Reproduce the data below in full. Nothing should differ from the original.

--- Data section Enclosed Below ---

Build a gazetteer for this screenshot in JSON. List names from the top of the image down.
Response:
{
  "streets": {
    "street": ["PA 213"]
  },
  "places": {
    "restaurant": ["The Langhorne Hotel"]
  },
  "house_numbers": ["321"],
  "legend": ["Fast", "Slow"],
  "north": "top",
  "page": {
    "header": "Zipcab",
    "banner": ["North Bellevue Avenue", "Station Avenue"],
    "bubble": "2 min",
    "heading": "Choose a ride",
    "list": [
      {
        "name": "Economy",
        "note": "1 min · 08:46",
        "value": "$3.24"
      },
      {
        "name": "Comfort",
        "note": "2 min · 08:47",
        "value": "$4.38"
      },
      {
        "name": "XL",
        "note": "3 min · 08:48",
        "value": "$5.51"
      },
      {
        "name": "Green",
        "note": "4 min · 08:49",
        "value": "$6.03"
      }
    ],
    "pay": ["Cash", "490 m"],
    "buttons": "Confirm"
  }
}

--- End of Enclosed Data section ---

_Task response_:
Build a gazetteer for this screenshot in JSON. List names from the top of the image down.
Response:
{
  "streets": {
    "street": ["PA 213"]
  },
  "places": {
    "restaurant": ["The Langhorne Hotel"]
  },
  "house_numbers": ["321"],
  "legend": ["Fast", "Slow"],
  "north": "top",
  "page": {
    "header": "Zipcab",
    "banner": ["North Bellevue Avenue", "Station Avenue"],
    "bubble": "2 min",
    "heading": "Choose a ride",
    "list": [
      {
        "name": "Economy",
        "note": "1 min · 08:46",
        "value": "$3.24"
      },
      {
        "name": "Comfort",
        "note": "2 min · 08:47",
        "value": "$4.38"
      },
      {
        "name": "XL",
        "note": "3 min · 08:48",
        "value": "$5.51"
      },
      {
        "name": "Green",
        "note": "4 min · 08:49",
        "value": "$6.03"
      }
    ],
    "pay": ["Cash", "490 m"],
    "buttons": "Confirm"
  }
}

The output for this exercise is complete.